I’m a huge fan of both Rust and Delta Lake, but my eyebrows shot off my face when I saw “exactly once delivery”
I asked about this years ago and @aphyr and @mjb gave me memorable answers about why exactly once delivery isn’t possible. I highly recommend reading it. More recently, we’ve discovered that there are some cases where exactly once delivery is possible, but the semantics are very difficult to grok, to the point that it’s probably best to only claim “exactly once” when you’re in the presence of extremely knowledgeable people. Any “exactly once” guarantees require a strict protocol with the client, so the semantics don’t bubble up to larger systems.

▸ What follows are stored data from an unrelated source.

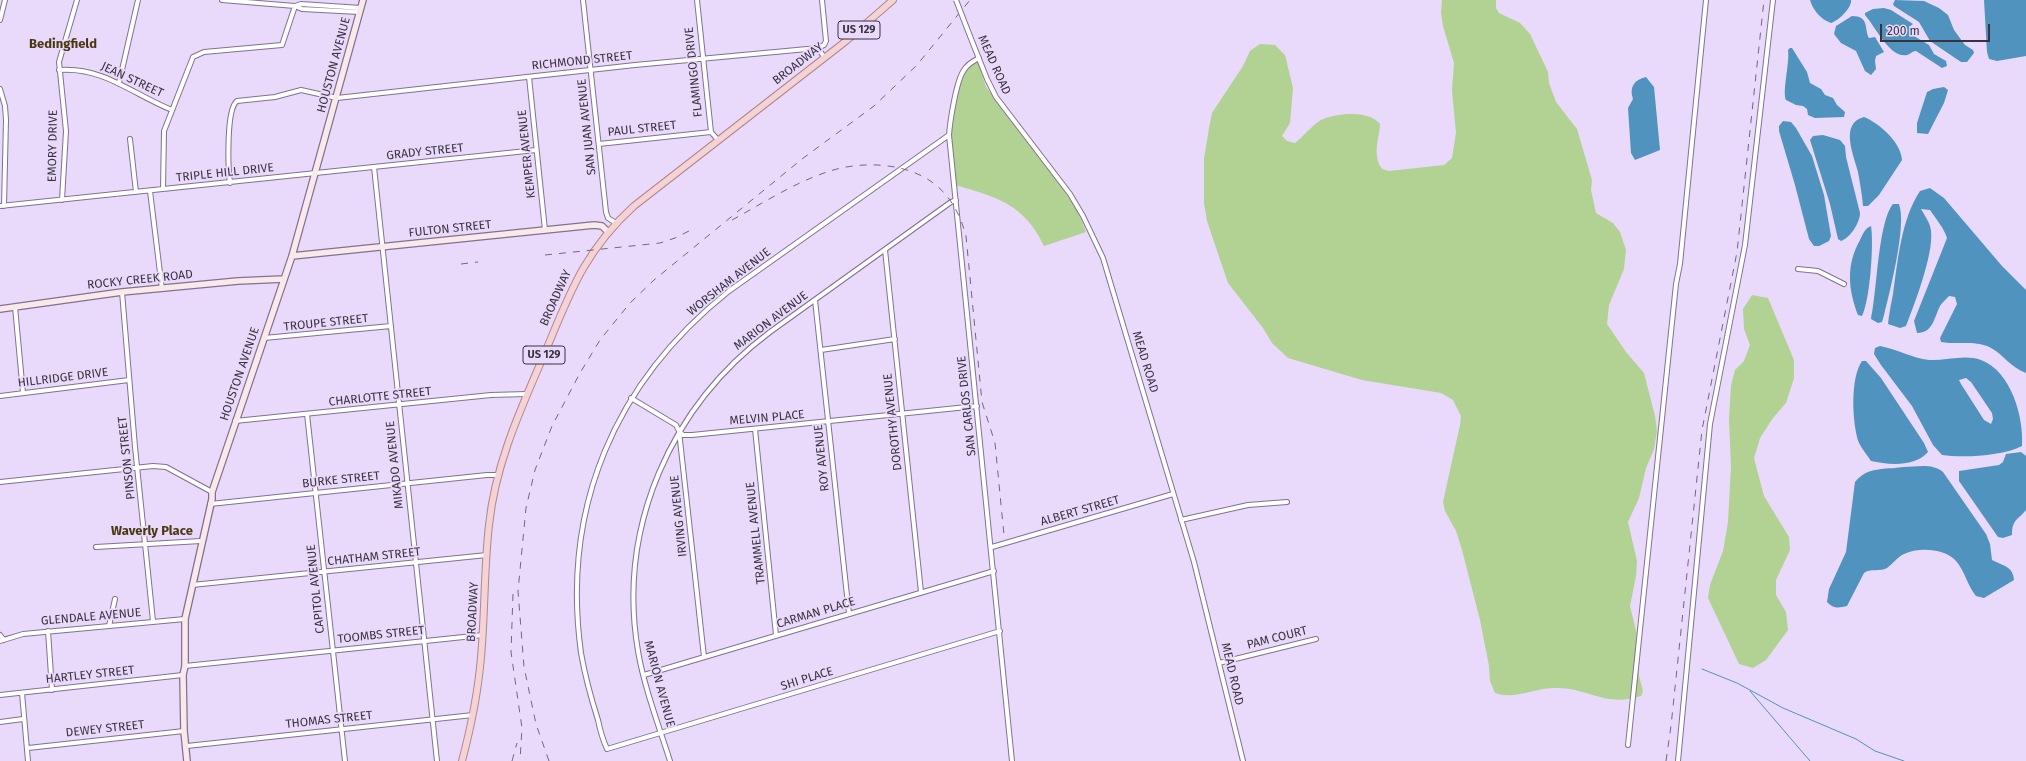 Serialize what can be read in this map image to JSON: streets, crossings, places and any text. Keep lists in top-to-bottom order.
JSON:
{
  "streets": {
    "main road": ["US 129", "BROADWAY"],
    "street": [
      "RICHMOND STREET",
      "HOUSTON AVENUE",
      "MEAD ROAD",
      "FLAMINGO DRIVE",
      "JEAN STREET",
      "SAN JUAN AVENUE",
      "PAUL STREET",
      "EMORY DRIVE",
      "GRADY STREET",
      "KEMPER AVENUE",
      "TRIPLE HILL DRIVE",
      "FULTON STREET",
      "ROCKY CREEK ROAD",
      "WORSHAM AVENUE",
      "MARION AVENUE",
      "TROUPE STREET",
      "HILLRIDGE DRIVE",
      "CHARLOTTE STREET",
      "SAN CARLOS DRIVE",
      "MELVIN PLACE",
      "DOROTHY AVENUE",
      "PINSON STREET",
      "ROY AVENUE",
      "MIKADO AVENUE",
      "BURKE STREET",
      "ALBERT STREET",
      "IRVING AVENUE",
      "TRAMMELL AVENUE",
      "CHATHAM STREET",
      "CAPITOL AVENUE",
      "CARMAN PLACE",
      "GLENDALE AVENUE",
      "TOOMBS STREET",
      "PAM COURT",
      "HARTLEY STREET",
      "SHI PLACE",
      "THOMAS STREET",
      "DEWEY STREET"
    ]
  },
  "crossings": [
    ["RICHMOND STREET", "HOUSTON AVENUE"],
    ["RICHMOND STREET", "FLAMINGO DRIVE"],
    ["RICHMOND STREET", "SAN JUAN AVENUE"],
    ["RICHMOND STREET", "KEMPER AVENUE"],
    ["RICHMOND STREET", "TRIPLE HILL DRIVE"],
    ["BROADWAY", "FLAMINGO DRIVE"],
    ["BROADWAY", "SAN JUAN AVENUE"],
    ["BROADWAY", "FULTON STREET"],
    ["BROADWAY", "CHARLOTTE STREET"],
    ["BROADWAY", "BURKE STREET"],
    ["BROADWAY", "CHATHAM STREET"],
    ["BROADWAY", "TOOMBS STREET"],
    ["BROADWAY", "THOMAS STREET"],
    ["HOUSTON AVENUE", "GRADY STREET"],
    ["HOUSTON AVENUE", "TRIPLE HILL DRIVE"],
    ["HOUSTON AVENUE", "FULTON STREET"],
    ["HOUSTON AVENUE", "ROCKY CREEK ROAD"],
    ["HOUSTON AVENUE", "TROUPE STREET"],
    ["HOUSTON AVENUE", "CHARLOTTE STREET"],
    ["HOUSTON AVENUE", "BURKE STREET"],
    ["HOUSTON AVENUE", "CHATHAM STREET"],
    ["HOUSTON AVENUE", "GLENDALE AVENUE"],
    ["HOUSTON AVENUE", "TOOMBS STREET"],
    ["HOUSTON AVENUE", "HARTLEY STREET"],
    ["HOUSTON AVENUE", "THOMAS STREET"],
    ["HOUSTON AVENUE", "DEWEY STREET"],
    ["MEAD ROAD", "SAN CARLOS DRIVE"],
    ["MEAD ROAD", "ALBERT STREET"],
    ["MEAD ROAD", "PAM COURT"],
    ["FLAMINGO DRIVE", "PAUL STREET"],
    ["JEAN STREET", "EMORY DRIVE"],
    ["SAN JUAN AVENUE", "PAUL STREET"],
    ["EMORY DRIVE", "TRIPLE HILL DRIVE"],
    ["GRADY STREET", "KEMPER AVENUE"],
    ["GRADY STREET", "TRIPLE HILL DRIVE"],
    ["GRADY STREET", "MIKADO AVENUE"],
    ["KEMPER AVENUE", "FULTON STREET"],
    ["FULTON STREET", "MIKADO AVENUE"],
    ["ROCKY CREEK ROAD", "PINSON STREET"],
    ["WORSHAM AVENUE", "SAN CARLOS DRIVE"],
    ["WORSHAM AVENUE", "SHI PLACE"],
    ["MARION AVENUE", "SAN CARLOS DRIVE"],
    ["MARION AVENUE", "MELVIN PLACE"],
    ["MARION AVENUE", "DOROTHY AVENUE"],
    ["MARION AVENUE", "ROY AVENUE"],
    ["MARION AVENUE", "IRVING AVENUE"],
    ["MARION AVENUE", "CARMAN PLACE"],
    ["MARION AVENUE", "SHI PLACE"],
    ["TROUPE STREET", "MIKADO AVENUE"],
    ["HILLRIDGE DRIVE", "PINSON STREET"],
    ["CHARLOTTE STREET", "MIKADO AVENUE"],
    ["CHARLOTTE STREET", "CAPITOL AVENUE"],
    ["SAN CARLOS DRIVE", "MELVIN PLACE"],
    ["SAN CARLOS DRIVE", "ALBERT STREET"],
    ["SAN CARLOS DRIVE", "CARMAN PLACE"],
    ["SAN CARLOS DRIVE", "SHI PLACE"],
    ["MELVIN PLACE", "DOROTHY AVENUE"],
    ["MELVIN PLACE", "ROY AVENUE"],
    ["MELVIN PLACE", "IRVING AVENUE"],
    ["MELVIN PLACE", "TRAMMELL AVENUE"],
    ["DOROTHY AVENUE", "CARMAN PLACE"],
    ["PINSON STREET", "GLENDALE AVENUE"],
    ["ROY AVENUE", "CARMAN PLACE"],
    ["MIKADO AVENUE", "BURKE STREET"],
    ["MIKADO AVENUE", "CHATHAM STREET"],
    ["MIKADO AVENUE", "TOOMBS STREET"],
    ["MIKADO AVENUE", "THOMAS STREET"],
    ["BURKE STREET", "CAPITOL AVENUE"],
    ["IRVING AVENUE", "CARMAN PLACE"],
    ["TRAMMELL AVENUE", "CARMAN PLACE"],
    ["CHATHAM STREET", "CAPITOL AVENUE"],
    ["CAPITOL AVENUE", "TOOMBS STREET"],
    ["CAPITOL AVENUE", "THOMAS STREET"]
  ],
  "districts": ["Bedingfield", "Waverly Place"],
  "scale_bar": "200 m"
}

For example, someone might extrapolate from this title that when I stream the Delta Lake table that I’ll receive the message exactly once. That’s not true, Delta Lake doesn’t give those guarantees, neither does Kafka. Only the connector from Kafka into Delta Lake gives the guarantees.
It’s still useful, to be sure. But be careful about the semantics.
Thanks @kellogh for the links. I fully agree with what you said and what was said in the discussion you linked. Like you said, it all comes down to semantics.The kafka-delta-ingest project is a Kafka to Delta connector. What I meant in the title is we delivery a message from Kafka to Delta Table exactly once. Notice I used the phrase “from Kafka to Delta Lake” in the title, not “From Kafka to Delta Lake to your client” ;) It certainly doesn’t make sense to talk about exactly once delivery to an opaque client in a physical sense. In real world distributed systems, messages get redelivered all the time. The consumer of a Delta Table or Kafka topic will need to have its own atomic progress tracking capability in order to process the message exactly once logically.
I don’t see any mention of delivery sematics in the linked repo. @houqp, perhaps you can expand on this? Right now, the linked repo seems like a kafka connector, but there’s not much in there from what I can see.
Yes, it’s a native kafka delta lake connector. In short, the exactly once message delivery is accomplished by batching the message and kafka offset into a single Delta Table commit so they are written to the table atomically. If a message has been written to a Delta Table, trying to write the same message again will result in transaction conflicts because kafka-delta-ingest only allows the offset to go forward.
Is Delta Lake only for big data, or could it be useful sometimes for smaller projects?
It used to be only for big data because you can only read/write it from Spark. With the new rust implementation, this is not the case anymore: https://github.com/delta-io/delta-rs. You can use it for smaller project as well.